• [Exercise requirements] The answer should be an exact copy of the lines from the line with "PKP Świecie<br>Przechowo (niecz.)</span>" through the last line of the entries, and no other lines.

• [Input data]
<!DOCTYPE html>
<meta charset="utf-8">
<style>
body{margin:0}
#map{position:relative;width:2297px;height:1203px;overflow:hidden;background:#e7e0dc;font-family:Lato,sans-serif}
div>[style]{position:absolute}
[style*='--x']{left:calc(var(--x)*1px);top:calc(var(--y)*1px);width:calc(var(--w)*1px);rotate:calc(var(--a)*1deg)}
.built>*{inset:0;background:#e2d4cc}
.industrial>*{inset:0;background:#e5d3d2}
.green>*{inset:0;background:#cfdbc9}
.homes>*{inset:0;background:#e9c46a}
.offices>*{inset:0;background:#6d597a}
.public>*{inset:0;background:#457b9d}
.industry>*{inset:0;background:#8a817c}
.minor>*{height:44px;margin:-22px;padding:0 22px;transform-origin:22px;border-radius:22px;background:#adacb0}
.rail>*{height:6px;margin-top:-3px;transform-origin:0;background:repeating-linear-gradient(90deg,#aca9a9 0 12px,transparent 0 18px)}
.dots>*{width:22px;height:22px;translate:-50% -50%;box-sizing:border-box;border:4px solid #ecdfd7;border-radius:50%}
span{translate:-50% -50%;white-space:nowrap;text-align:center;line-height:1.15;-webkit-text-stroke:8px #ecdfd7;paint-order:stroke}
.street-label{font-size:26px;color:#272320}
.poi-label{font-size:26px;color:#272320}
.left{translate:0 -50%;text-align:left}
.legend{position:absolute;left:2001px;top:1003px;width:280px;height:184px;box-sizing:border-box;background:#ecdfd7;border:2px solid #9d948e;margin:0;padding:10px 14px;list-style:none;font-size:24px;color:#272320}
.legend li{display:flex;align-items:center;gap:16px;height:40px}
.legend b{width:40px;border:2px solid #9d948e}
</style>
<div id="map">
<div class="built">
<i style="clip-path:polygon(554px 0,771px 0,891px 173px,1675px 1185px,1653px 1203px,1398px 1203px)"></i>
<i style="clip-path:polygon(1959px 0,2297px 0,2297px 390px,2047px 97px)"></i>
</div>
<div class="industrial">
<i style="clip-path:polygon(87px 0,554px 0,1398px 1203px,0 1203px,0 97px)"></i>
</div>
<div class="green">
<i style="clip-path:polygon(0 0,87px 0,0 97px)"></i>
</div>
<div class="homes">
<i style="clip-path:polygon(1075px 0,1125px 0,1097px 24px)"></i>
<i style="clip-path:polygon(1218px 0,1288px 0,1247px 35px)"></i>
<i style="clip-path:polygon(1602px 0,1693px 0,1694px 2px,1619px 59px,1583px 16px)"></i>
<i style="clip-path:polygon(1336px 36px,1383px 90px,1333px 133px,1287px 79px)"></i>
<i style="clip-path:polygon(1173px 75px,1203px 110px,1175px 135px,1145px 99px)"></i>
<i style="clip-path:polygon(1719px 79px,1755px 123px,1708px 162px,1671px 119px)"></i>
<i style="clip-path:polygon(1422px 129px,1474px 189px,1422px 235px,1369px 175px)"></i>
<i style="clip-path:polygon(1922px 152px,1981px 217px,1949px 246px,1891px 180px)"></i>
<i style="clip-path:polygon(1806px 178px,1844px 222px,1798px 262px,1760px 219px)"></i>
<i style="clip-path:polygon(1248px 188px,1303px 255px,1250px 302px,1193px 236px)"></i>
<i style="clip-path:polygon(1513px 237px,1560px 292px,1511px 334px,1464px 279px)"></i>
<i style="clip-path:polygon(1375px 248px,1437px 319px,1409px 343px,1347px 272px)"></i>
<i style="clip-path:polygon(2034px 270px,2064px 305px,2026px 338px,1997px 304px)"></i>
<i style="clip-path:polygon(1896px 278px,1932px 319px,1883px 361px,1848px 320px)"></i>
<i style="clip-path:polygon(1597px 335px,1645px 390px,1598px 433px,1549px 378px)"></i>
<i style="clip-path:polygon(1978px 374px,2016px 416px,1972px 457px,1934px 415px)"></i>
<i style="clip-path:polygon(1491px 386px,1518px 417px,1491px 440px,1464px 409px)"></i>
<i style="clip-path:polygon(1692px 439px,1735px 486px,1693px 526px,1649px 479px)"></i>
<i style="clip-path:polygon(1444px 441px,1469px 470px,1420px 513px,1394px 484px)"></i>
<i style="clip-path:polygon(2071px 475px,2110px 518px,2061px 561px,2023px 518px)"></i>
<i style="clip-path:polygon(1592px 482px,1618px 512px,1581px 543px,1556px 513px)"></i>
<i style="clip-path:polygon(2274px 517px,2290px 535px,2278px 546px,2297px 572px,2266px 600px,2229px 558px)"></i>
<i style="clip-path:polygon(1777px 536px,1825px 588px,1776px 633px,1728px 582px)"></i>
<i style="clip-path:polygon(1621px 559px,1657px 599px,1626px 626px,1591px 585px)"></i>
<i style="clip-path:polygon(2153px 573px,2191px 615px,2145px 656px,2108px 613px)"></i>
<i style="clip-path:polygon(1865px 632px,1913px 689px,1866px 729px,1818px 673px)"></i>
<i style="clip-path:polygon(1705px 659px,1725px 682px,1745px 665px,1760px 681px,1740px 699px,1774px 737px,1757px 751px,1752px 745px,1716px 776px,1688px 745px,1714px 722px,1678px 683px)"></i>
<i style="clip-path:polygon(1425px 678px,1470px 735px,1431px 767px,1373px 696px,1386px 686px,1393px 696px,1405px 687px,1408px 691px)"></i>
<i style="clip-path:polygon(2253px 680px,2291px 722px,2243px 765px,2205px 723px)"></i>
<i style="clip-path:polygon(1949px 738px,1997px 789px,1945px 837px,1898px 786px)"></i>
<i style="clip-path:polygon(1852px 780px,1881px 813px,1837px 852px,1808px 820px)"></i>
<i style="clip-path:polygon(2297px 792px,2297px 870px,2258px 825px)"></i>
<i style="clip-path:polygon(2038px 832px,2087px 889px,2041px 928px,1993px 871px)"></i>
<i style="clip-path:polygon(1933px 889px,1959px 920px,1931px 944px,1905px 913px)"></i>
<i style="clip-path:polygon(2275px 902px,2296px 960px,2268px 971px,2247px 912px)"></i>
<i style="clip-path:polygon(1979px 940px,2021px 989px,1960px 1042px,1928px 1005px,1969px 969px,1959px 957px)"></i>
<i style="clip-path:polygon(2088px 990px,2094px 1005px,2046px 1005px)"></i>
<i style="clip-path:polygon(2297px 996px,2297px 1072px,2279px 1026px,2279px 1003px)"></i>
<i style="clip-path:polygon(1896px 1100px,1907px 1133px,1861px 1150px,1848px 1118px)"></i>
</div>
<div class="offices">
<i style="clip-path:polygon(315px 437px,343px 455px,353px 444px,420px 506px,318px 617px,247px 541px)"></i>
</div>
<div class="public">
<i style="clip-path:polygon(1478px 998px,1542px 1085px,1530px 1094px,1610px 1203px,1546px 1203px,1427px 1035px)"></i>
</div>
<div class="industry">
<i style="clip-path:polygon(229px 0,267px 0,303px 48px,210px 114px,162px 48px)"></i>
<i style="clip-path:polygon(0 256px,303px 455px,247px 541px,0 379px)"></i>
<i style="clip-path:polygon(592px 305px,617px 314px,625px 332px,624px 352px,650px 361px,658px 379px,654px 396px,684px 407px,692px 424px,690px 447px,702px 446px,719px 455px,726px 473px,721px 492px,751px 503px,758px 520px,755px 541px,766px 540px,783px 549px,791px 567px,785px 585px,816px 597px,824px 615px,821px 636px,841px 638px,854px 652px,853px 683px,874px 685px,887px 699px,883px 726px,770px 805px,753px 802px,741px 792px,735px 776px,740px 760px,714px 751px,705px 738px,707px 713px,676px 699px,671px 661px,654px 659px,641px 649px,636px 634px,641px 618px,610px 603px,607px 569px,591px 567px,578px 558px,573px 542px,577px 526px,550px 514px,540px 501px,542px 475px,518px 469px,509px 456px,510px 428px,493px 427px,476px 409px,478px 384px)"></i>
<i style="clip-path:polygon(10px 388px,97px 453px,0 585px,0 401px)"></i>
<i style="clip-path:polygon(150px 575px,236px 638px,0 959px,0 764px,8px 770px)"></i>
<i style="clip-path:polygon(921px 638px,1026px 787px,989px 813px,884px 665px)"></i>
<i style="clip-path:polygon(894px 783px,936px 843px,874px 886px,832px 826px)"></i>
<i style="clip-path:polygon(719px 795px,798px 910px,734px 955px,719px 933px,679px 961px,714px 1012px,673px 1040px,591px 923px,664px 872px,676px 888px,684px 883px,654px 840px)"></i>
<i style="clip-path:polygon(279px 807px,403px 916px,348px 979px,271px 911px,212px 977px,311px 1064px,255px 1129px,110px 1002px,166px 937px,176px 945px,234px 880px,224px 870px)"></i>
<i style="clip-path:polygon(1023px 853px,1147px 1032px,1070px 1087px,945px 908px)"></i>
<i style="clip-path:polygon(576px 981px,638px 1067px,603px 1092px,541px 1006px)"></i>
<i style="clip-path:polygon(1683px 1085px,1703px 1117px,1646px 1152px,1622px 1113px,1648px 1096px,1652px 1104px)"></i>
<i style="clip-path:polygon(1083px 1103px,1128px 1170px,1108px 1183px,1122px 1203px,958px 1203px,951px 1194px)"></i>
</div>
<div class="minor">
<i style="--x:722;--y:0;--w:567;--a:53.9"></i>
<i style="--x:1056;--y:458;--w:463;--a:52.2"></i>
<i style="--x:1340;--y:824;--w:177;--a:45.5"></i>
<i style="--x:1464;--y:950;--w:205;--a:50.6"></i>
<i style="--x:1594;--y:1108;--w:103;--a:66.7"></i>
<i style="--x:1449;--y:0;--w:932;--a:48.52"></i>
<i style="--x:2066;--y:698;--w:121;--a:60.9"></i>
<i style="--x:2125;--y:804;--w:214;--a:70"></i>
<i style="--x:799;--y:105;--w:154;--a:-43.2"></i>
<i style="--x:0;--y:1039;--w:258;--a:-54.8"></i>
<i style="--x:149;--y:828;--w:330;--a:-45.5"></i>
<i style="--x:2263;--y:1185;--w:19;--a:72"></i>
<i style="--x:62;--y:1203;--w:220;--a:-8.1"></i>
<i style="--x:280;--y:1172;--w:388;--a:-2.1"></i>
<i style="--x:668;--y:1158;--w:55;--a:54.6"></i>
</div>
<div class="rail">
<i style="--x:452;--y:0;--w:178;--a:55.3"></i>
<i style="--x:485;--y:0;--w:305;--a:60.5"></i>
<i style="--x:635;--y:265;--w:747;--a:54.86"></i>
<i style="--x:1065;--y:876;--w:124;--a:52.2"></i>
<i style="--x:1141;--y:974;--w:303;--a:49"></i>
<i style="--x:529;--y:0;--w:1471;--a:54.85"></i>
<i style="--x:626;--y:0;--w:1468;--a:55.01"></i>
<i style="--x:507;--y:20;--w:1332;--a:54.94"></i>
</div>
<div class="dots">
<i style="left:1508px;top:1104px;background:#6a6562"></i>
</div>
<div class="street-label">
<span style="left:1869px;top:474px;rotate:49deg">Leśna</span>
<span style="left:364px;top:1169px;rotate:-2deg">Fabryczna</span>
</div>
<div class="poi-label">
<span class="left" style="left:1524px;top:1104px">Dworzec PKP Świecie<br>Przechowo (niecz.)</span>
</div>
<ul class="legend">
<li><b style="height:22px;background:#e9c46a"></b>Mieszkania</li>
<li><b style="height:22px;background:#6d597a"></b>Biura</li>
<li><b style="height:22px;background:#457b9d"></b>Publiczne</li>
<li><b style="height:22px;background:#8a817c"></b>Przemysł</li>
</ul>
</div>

• [Your solution]
<span class="left" style="left:1524px;top:1104px">Dworzec PKP Świecie<br>Przechowo (niecz.)</span>
</div>
<ul class="legend">
<li><b style="height:22px;background:#e9c46a"></b>Mieszkania</li>
<li><b style="height:22px;background:#6d597a"></b>Biura</li>
<li><b style="height:22px;background:#457b9d"></b>Publiczne</li>
<li><b style="height:22px;background:#8a817c"></b>Przemysł</li>
</ul>
</div>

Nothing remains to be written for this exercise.